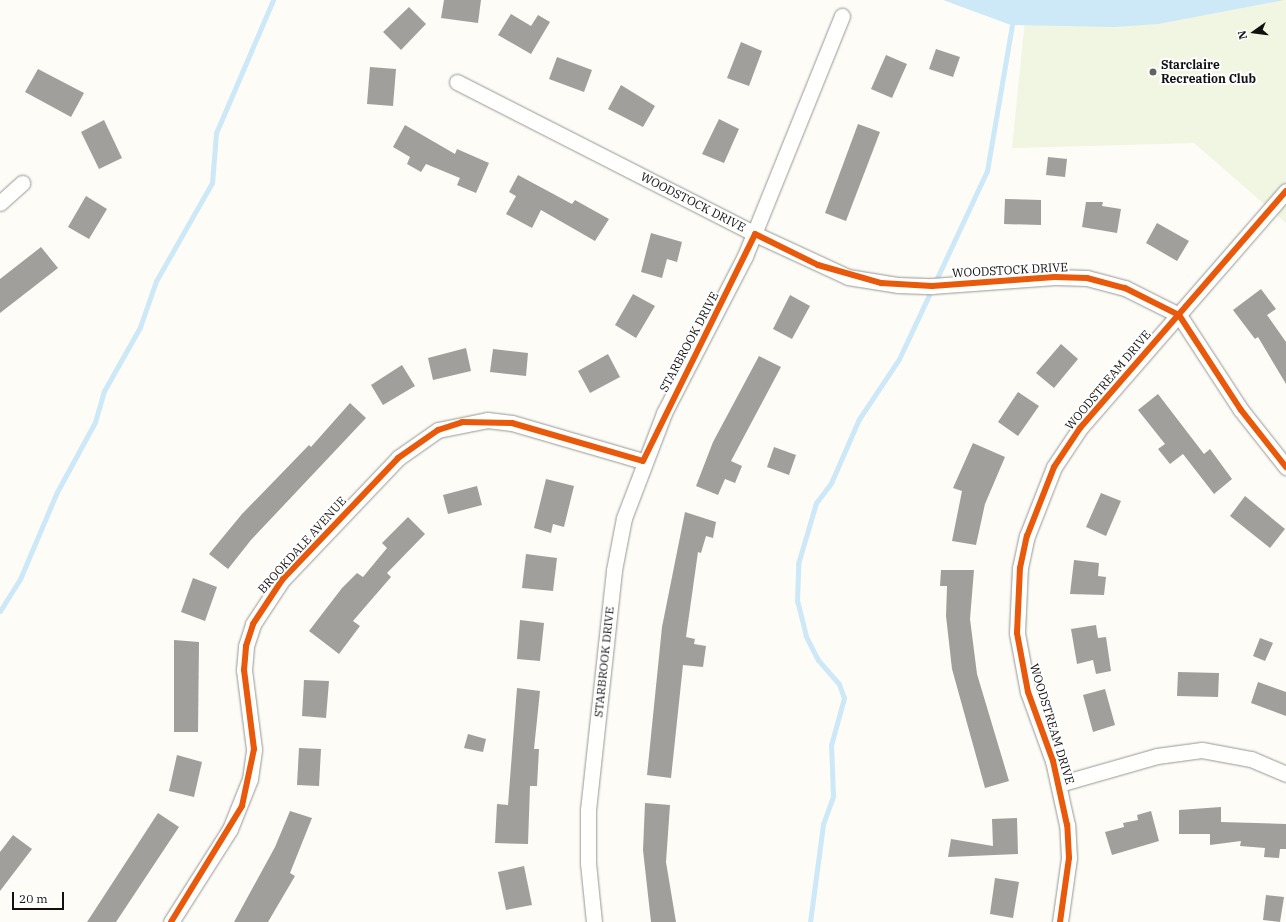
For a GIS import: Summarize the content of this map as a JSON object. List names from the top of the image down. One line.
{"streets":{"street":["WOODSTOCK DRIVE","STARBROOK DRIVE","WOODSTREAM DRIVE","BROOKDALE AVENUE"]},"crossings":[["WOODSTOCK DRIVE","STARBROOK DRIVE"],["WOODSTOCK DRIVE","WOODSTREAM DRIVE"],["STARBROOK DRIVE","BROOKDALE AVENUE"]],"places":["Starclaire Recreation Club"],"scale_bar":"20 m","north":"left"}
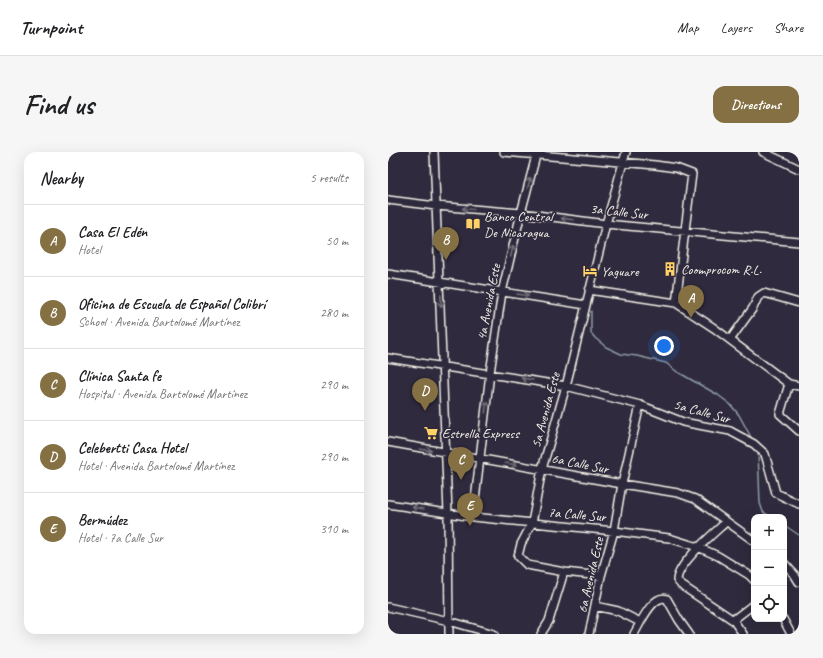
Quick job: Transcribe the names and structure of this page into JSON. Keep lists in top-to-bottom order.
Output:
{
  "streets": {
    "street": [
      "3a Calle Sur",
      "4a Avenida Este",
      "5a Avenida Este",
      "5a Calle Sur",
      "6a Calle Sur",
      "7a Calle Sur",
      "6a Avenida Este"
    ]
  },
  "crossings": [
    ["3a Calle Sur", "4a Avenida Este"],
    ["3a Calle Sur", "5a Avenida Este"],
    ["4a Avenida Este", "5a Calle Sur"],
    ["4a Avenida Este", "6a Calle Sur"],
    ["5a Avenida Este", "5a Calle Sur"],
    ["5a Avenida Este", "6a Calle Sur"],
    ["5a Avenida Este", "7a Calle Sur"],
    ["5a Calle Sur", "6a Avenida Este"],
    ["6a Calle Sur", "6a Avenida Este"],
    ["7a Calle Sur", "6a Avenida Este"]
  ],
  "places": {
    "library": ["Banco Central De Nicaragua"],
    "building": ["Coomprocom R.L."],
    "hotel": ["Yaguare"],
    "supermarket": ["Estrella Express"]
  },
  "page": {
    "header": "Turnpoint",
    "nav": ["Map", "Layers", "Share"],
    "buttons": "Directions",
    "title": "Find us",
    "heading": ["Nearby", "5 results"],
    "list": [
      {
        "mark": "A",
        "name": "Casa El Edén",
        "note": "Hotel",
        "value": "50 m"
      },
      {
        "mark": "B",
        "name": "Oficina de Escuela de Español Colibrí",
        "note": "School · Avenida Bartolomé Martínez",
        "value": "280 m"
      },
      {
        "mark": "C",
        "name": "Clínica Santa fe",
        "note": "Hospital · Avenida Bartolomé Martínez",
        "value": "290 m"
      },
      {
        "mark": "D",
        "name": "Celebertti Casa Hotel",
        "note": "Hotel · Avenida Bartolomé Martínez",
        "value": "290 m"
      },
      {
        "mark": "E",
        "name": "Bermúdez",
        "note": "Hotel · 7a Calle Sur",
        "value": "310 m"
      }
    ],
    "pins": [
      "B",
      "A",
      "D",
      "C",
      "E"
    ],
    "map_buttons": ["+", "−"]
  }
}
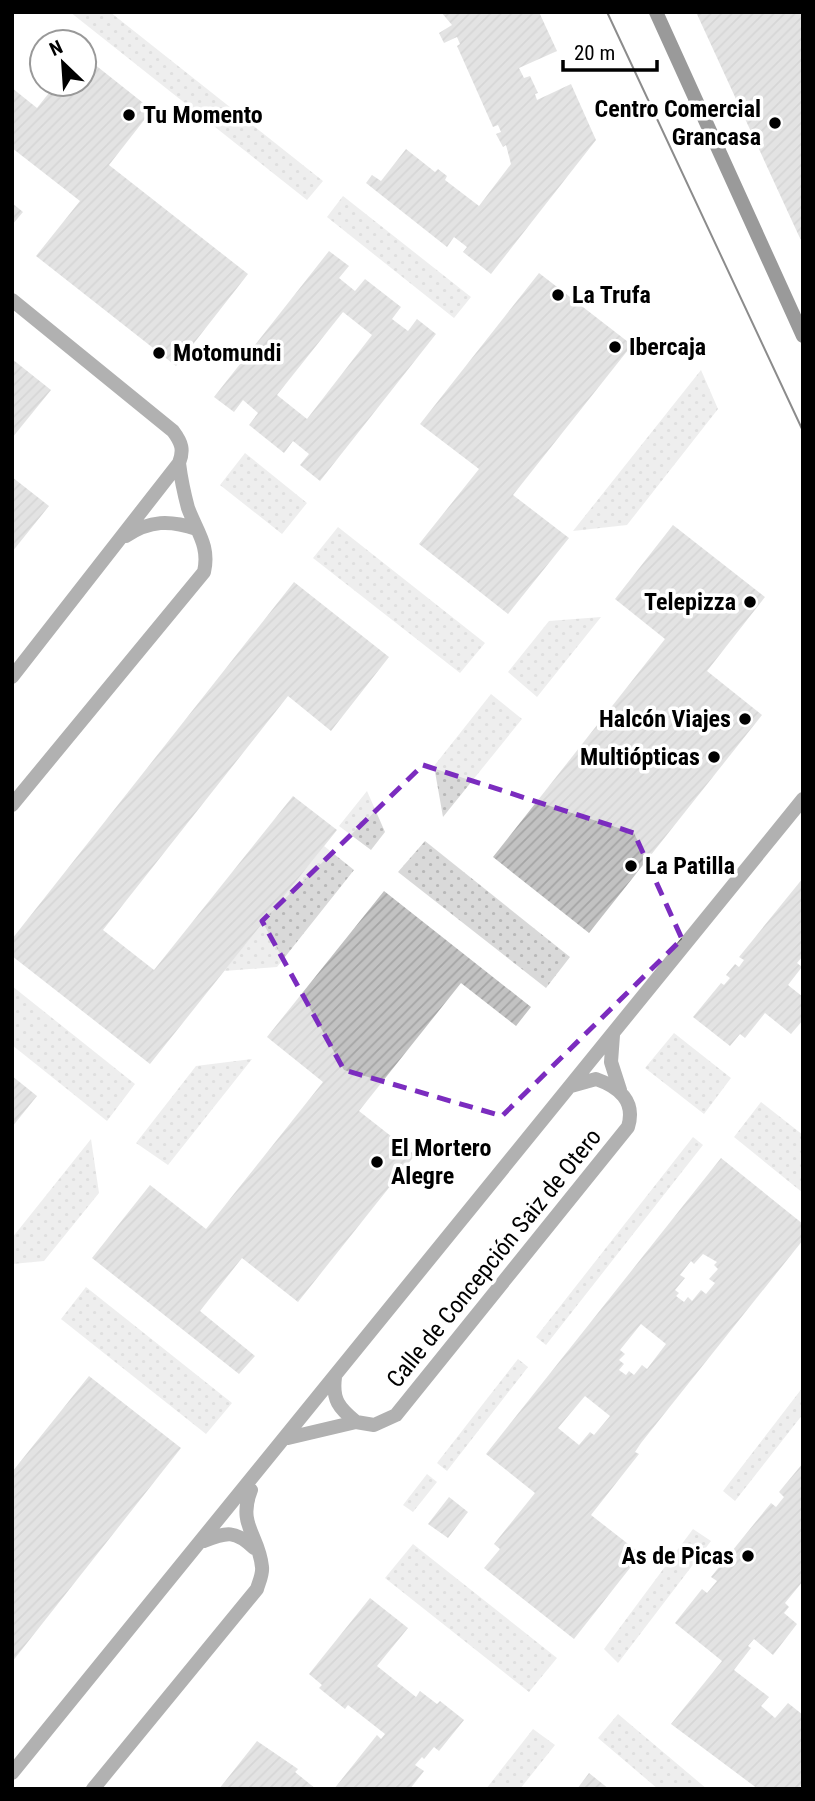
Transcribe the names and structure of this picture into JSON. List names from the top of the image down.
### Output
{
  "streets": {
    "street": ["Calle de Concepción Saiz de Otero"]
  },
  "places": [
    "Tu Momento",
    "Centro Comercial Grancasa",
    "La Trufa",
    "Ibercaja",
    "Motomundi",
    "Telepizza",
    "Halcón Viajes",
    "Multiópticas",
    "La Patilla",
    "El Mortero Alegre",
    "As de Picas"
  ],
  "scale_bar": "20 m",
  "north": "top left"
}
:::::
**Your instructions**: In the listing above, count every line that holds "Transcribe". Give only the number.

**Output of the task**: 2